Autologous Breast Augmentation
Genetic predisposition on where fat is stored, as well as changes in the breasts after pregnancies and breastfeeding are common reasons that women desire breast augmentation surgery. Implant breast augmentation is the most common form of breast augmentation. However, your own tissue (autologous) can also be used for breast augmentation, and may be the best option in select circumstances.
Lateral thoracic flap
The excess skin and fat on the outer chest and back can be used to augment the volume of the breast. In a lateral thoracic flap, the skin and fat and blood vessel branches that nourish this tissue are rotated under your own breast tissue. The advantage of this procedure is that this is your own warm, permanent, living tissue.The disadvantage of this procedure is that it requires an extra scar along the side of the chest, extending towards the back. In addition, it requires one overnight stay in the hospital.

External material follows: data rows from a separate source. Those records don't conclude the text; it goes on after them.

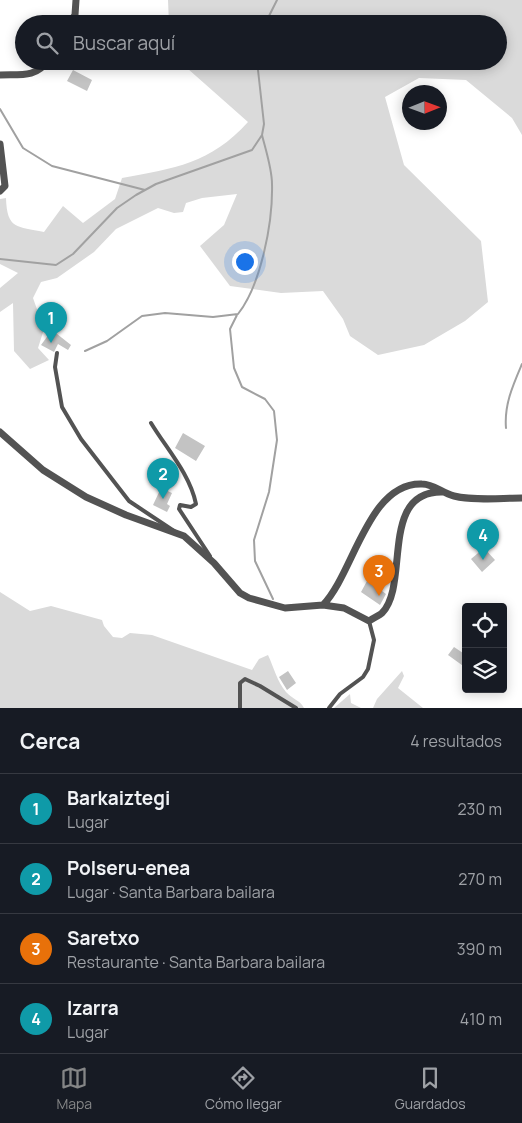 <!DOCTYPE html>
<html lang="es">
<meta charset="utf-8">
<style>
body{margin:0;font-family:Manrope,sans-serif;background:#20242c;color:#f1f3f6}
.controls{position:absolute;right:15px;bottom:15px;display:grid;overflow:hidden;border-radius:5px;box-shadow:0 2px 12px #0003}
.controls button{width:45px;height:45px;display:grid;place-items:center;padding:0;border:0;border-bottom:1px solid #363941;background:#171b24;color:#f1f3f6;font:25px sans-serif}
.compass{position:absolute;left:402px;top:85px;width:45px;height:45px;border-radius:50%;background:#171b24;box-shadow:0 2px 12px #0003;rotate:89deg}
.you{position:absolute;left:244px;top:261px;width:18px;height:18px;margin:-12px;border:4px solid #fff;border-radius:50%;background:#1a73e8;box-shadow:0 0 0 8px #1a73e833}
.badge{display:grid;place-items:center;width:32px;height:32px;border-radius:50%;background:#858687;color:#fff;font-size:16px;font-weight:700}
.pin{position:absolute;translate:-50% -41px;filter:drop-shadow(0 1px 2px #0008)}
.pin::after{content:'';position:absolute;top:26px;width:18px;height:15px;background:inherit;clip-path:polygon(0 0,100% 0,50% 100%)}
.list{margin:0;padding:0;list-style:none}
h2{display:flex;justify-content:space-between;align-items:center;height:65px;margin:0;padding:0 20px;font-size:21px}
h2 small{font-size:16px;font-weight:400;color:#9ea1a6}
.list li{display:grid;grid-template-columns:32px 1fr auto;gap:15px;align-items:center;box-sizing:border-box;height:70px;padding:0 20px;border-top:1px solid #363941}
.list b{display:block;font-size:19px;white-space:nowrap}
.list p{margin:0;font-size:16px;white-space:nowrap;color:#9ea1a6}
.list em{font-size:16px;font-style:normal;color:#9ea1a6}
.icon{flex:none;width:28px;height:28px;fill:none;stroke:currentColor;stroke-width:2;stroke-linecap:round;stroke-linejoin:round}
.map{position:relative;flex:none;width:522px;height:708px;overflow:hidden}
.search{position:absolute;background:#171b24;box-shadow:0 2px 12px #0003;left:15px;right:15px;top:15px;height:55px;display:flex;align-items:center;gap:12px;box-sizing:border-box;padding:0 18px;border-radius:28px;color:#9ea1a6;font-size:19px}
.sheet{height:345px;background:#171b24}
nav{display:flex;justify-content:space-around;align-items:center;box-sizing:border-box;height:70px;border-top:1px solid #363941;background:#171b24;font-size:14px;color:#9ea1a6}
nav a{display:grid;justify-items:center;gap:2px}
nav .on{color:#858687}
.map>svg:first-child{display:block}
.green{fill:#dadada}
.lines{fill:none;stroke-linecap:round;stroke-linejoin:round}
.stream{stroke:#a1a1a1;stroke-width:2}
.building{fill:#c3c3c3}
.service{stroke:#535353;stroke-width:4}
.minor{stroke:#535353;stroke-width:7}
</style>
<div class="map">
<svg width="522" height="708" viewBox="0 0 522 708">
<rect width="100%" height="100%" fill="#fff"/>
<path class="green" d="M168 0H522V135L512 118 466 80 419 78 385 97 404 165 481 241 488 302 465 321 424 345 378 355 350 336 343 319 323 291 281 293 230 286 200 246 224 225 237 194 202 198 186 203 183 212 174 213 158 208 116 229 94 252 57 278 41 282 33 298 44 329 38 348 49 360 30 369 14 351 13 303 0 312V288L18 273 0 264V199L6 198C7 230 17 226 44 232L63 206 83 223 115 199 122 178C175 168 210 164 248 122L179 61H498V24H169Z
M0 592 30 611 51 606 102 620 104 626 113 637 122 638 130 633 152 635 252 670 259 659 268 655C274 668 277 681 286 692 292 699 300 700 304 708H0Z
M402 671 404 676 398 688 423 708H373L377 699Z
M350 694 351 703 361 708H334Z"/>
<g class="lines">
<path class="stream" d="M265 24 277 0
M0 109 23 148 52 166 145 190
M0 259 56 265 73 254 117 208 136 195 156 184 252 150 262 135 264 124 257 61
M237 315 230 329 234 368 242 387 265 399 274 411 277 440 269 492 254 540 255 561 273 599
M85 351 107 341 142 316 165 313 213 317 238 314C261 285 273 222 272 184 272 169 266 151 262 135
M506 428C504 405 513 385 522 364"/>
</g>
<path class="building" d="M73 70 92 80 87 91 67 81Z
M52 330 71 345 68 350 58 344 54 352 41 345Z
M183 433 205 446 196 461 175 448Z
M161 488 172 493 167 504 170 506 167 512 153 505Z
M484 548 495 560 482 572 471 559Z
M371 580 375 582 374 585 386 594 380 605 361 592 367 581 369 583Z
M454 647 466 655V668L448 655Z
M288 671 296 683 287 690 279 677Z"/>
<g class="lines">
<path class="service" d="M57 353 55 367 62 407 81 439 129 501 174 531
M151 423C166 448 190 474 196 504L191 507 180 505 179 509 210 556
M240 708V683L245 679 260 686 296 708
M329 708 340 694 363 677 368 669 374 640 369 621"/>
<path class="minor" d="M69 24 75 15 76 0
M0 75C18 74 37 78 47 61
M0 144 5 186 0 191
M0 432 43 470 86 497 126 515 184 536 214 563 240 593 249 598 285 608 323 605C354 573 368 482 422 484 434 484 442 493 454 496 475 501 500 498 522 498
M323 605 344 608 369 621C373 618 379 616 382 613 410 585 379 491 442 492"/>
</g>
</svg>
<div class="controls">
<button><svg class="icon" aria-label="locate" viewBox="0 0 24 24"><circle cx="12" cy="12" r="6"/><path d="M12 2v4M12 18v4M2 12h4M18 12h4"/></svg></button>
<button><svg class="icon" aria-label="layers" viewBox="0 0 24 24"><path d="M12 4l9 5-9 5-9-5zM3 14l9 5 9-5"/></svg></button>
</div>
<svg class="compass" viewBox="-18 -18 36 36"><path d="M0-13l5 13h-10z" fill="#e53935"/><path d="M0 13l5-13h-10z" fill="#9ea1a6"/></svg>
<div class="you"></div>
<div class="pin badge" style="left:51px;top:343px;background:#0f9aa8">1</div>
<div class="pin badge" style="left:163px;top:499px;background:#0f9aa8">2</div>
<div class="pin badge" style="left:379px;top:596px;background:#e8710a">3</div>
<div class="pin badge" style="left:483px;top:560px;background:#0f9aa8">4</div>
<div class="search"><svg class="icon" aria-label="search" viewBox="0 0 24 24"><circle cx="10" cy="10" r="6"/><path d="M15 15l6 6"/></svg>Buscar aquí</div>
</div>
<section class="sheet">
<h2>Cerca<small>4 resultados</small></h2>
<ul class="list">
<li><span class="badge" style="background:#0f9aa8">1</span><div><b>Barkaiztegi</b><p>Lugar</p></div><em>230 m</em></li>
<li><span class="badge" style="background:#0f9aa8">2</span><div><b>Polseru-enea</b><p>Lugar · Santa Barbara bailara</p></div><em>270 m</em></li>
<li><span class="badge" style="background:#e8710a">3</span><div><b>Saretxo</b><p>Restaurante · Santa Barbara bailara</p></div><em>390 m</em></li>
<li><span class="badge" style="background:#0f9aa8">4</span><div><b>Izarra</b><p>Lugar</p></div><em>410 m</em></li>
</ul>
</section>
<nav>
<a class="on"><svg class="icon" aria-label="map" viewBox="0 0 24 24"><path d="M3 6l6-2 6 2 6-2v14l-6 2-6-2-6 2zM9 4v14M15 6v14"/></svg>Mapa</a>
<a><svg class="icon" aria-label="directions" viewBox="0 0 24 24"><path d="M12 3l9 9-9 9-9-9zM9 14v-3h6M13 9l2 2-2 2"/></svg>Cómo llegar</a>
<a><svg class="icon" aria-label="saved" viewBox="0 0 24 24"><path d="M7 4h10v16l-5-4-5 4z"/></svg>Guardados</a>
</nav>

Microsurgical perforator flap
Most people do not deposit a large amount of excess fat on their outer chest and back. When more volume is needed for breast augmentation, another option is using the fat from a more distant site on the body. This procedure requires the microscope to connect blood vessels so that the large amount of fat lives. The advantage of this procedure is that a large amount of fat can be used for breast augmentation. The disadvantages of this procedure are the extra scar at the donor site and a 4 day hospitalization. The donor sites that may be used for perforator flap microsurgical breast augmentation are the same as the donor sites used for perforator flap microsurgical breast reconstruction.
Micro fat injection
The fat that is removed with liposuction can be processed and injected into a different part of the body with a cannula. Some of the fat that is injected does not live. The portion of fat that does live is your own tissue and is permanent. Fat injection should be discussed with a patient's doctors to discuss issues such as breast cancer screening and future monitoring.